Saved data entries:
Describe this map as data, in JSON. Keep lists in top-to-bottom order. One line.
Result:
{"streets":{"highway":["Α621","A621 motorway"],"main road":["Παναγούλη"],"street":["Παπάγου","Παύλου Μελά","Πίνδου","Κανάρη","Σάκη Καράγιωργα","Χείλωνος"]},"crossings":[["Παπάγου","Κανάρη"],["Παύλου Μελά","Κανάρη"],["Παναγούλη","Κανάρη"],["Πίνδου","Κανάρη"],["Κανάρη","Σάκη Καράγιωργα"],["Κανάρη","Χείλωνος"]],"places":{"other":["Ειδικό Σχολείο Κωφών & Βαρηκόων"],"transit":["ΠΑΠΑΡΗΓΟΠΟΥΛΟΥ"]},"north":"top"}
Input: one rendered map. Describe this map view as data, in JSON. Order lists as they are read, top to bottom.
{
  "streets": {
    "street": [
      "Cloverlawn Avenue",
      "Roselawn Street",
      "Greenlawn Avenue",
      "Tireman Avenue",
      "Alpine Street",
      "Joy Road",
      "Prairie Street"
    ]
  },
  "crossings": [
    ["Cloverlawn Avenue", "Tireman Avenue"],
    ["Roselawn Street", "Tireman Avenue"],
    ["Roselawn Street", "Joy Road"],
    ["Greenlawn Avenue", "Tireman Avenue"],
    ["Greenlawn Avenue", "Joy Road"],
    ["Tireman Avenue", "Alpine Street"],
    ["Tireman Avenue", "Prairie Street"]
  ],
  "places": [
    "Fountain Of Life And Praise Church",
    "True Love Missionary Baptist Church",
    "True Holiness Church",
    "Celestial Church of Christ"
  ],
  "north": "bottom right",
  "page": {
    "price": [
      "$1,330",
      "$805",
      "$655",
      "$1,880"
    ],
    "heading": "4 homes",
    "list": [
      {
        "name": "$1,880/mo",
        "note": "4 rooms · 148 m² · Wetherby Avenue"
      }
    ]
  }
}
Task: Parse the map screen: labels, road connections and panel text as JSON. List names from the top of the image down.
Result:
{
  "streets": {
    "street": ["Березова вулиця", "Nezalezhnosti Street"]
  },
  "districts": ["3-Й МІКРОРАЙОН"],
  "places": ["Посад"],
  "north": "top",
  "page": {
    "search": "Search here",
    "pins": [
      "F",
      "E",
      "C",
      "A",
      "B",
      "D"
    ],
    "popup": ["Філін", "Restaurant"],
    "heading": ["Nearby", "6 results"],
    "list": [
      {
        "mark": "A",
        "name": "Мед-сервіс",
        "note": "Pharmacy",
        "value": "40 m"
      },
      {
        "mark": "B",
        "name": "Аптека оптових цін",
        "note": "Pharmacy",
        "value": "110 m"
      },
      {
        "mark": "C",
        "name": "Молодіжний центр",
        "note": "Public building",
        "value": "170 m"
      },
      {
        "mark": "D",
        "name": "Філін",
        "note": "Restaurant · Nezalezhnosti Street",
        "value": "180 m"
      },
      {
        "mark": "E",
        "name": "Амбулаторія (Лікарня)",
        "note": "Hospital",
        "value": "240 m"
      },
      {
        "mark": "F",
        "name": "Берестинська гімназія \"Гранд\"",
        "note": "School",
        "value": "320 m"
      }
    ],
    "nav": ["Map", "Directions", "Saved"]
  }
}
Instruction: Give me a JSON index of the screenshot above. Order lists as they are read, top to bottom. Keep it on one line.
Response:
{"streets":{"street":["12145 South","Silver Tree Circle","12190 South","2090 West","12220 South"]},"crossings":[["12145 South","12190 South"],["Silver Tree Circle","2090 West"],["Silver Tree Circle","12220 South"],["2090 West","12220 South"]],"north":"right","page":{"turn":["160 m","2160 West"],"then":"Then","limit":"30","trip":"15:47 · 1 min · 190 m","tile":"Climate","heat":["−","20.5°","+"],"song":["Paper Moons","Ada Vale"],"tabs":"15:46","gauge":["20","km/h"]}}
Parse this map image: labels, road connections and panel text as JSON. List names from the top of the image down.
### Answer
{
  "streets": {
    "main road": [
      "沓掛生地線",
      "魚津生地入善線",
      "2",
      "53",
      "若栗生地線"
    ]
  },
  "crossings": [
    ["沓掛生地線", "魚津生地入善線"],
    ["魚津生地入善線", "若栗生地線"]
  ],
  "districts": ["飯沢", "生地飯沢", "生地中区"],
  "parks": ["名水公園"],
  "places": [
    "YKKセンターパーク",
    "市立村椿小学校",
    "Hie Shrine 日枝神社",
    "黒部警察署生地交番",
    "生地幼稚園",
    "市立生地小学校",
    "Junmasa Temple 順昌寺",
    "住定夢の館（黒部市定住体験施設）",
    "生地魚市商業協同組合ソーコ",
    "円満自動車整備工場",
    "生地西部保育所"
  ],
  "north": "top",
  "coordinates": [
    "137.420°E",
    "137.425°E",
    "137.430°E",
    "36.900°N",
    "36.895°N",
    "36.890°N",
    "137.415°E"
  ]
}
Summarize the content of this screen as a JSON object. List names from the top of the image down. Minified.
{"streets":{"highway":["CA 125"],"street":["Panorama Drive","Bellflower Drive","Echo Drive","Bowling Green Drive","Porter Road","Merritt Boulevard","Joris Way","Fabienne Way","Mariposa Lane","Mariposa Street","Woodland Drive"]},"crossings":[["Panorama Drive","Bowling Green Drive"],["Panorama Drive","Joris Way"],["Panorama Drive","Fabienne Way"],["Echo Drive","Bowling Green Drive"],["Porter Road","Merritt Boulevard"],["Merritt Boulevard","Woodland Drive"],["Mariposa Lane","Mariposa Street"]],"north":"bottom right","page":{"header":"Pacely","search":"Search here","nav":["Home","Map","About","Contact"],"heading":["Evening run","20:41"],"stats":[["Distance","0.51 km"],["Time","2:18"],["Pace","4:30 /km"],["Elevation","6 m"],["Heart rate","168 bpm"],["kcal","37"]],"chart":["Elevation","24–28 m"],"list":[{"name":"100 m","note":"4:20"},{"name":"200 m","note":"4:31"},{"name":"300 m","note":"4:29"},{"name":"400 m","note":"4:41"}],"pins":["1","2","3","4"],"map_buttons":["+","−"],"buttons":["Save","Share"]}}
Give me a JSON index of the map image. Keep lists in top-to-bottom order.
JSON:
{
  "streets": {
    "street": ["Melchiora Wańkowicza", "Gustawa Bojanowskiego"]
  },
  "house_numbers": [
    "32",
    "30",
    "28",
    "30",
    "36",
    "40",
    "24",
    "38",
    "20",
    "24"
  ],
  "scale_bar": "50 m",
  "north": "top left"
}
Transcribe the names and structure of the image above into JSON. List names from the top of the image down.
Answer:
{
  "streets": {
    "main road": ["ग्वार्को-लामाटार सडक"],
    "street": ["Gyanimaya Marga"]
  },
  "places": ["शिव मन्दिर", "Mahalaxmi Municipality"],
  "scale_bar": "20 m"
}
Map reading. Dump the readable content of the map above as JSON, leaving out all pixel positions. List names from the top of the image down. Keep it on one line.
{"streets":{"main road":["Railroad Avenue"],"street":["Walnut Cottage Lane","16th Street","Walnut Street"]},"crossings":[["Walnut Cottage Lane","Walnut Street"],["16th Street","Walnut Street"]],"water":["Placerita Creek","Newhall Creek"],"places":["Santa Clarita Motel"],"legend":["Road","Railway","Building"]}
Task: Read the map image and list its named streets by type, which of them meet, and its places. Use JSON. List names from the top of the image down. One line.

What needs to be done: All lines of the data above that include the word "connections" must be shown.

Exercise answer:
Task: Parse the map screen: labels, road connections and panel text as JSON. List names from the top of the image down.
Parse this map image: labels, road connections and panel text as JSON. List names from the top of the image down.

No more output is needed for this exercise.